__Data to examine__
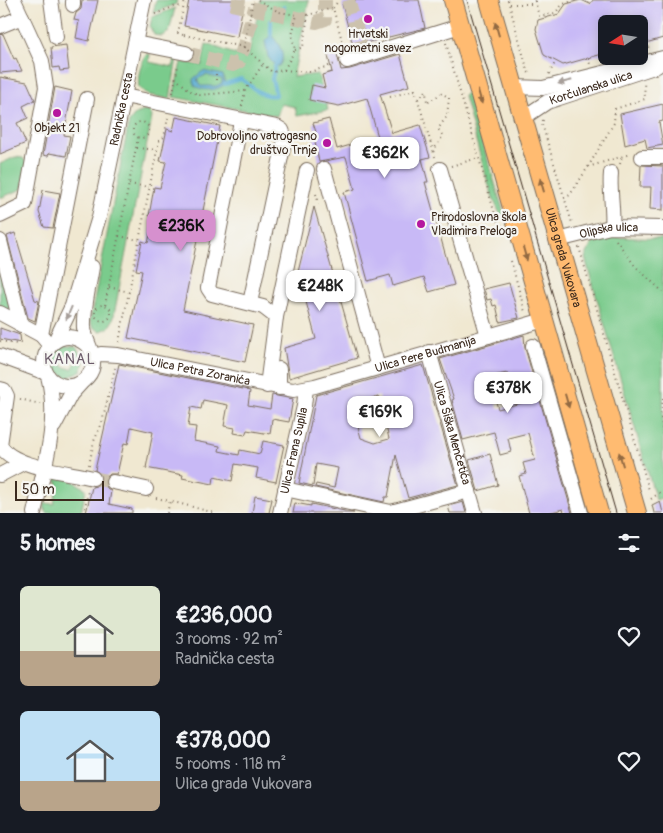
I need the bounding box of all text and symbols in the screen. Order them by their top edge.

--

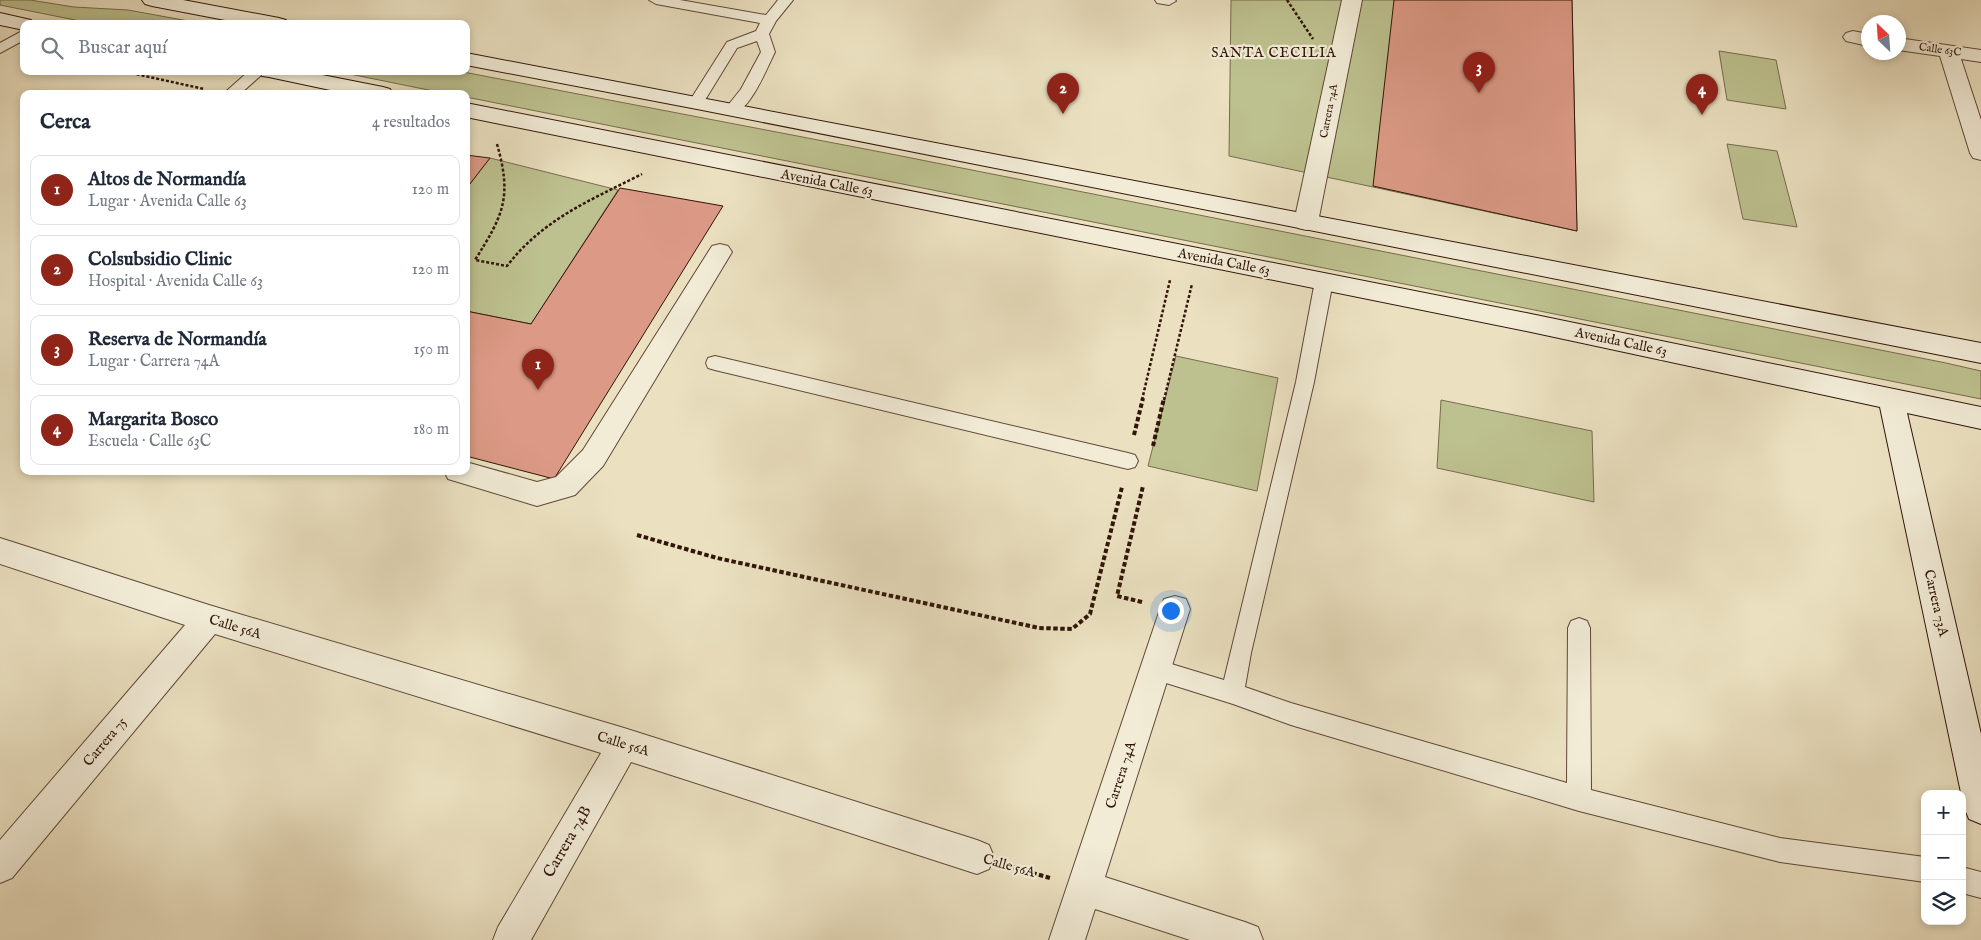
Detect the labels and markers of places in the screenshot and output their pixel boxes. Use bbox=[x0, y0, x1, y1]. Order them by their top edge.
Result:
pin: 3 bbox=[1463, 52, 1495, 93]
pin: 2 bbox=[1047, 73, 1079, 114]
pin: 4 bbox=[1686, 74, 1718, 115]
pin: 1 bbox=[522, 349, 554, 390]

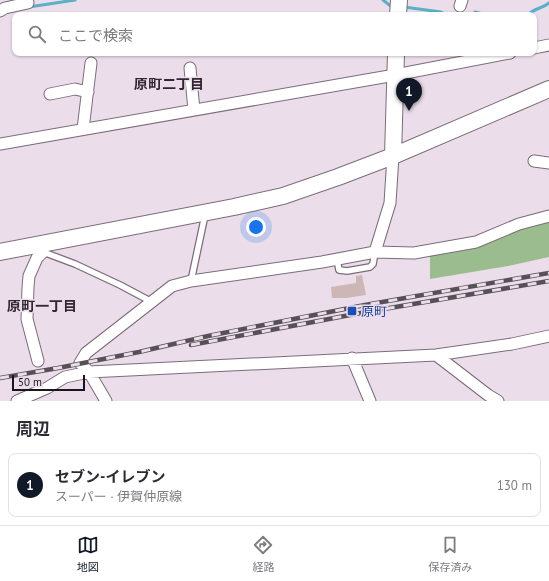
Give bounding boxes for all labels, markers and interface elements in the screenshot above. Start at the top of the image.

__Exercise requirements__
Number of lines containing "screenshot" in the data: state it and nothing more.

__Exercise answer__
2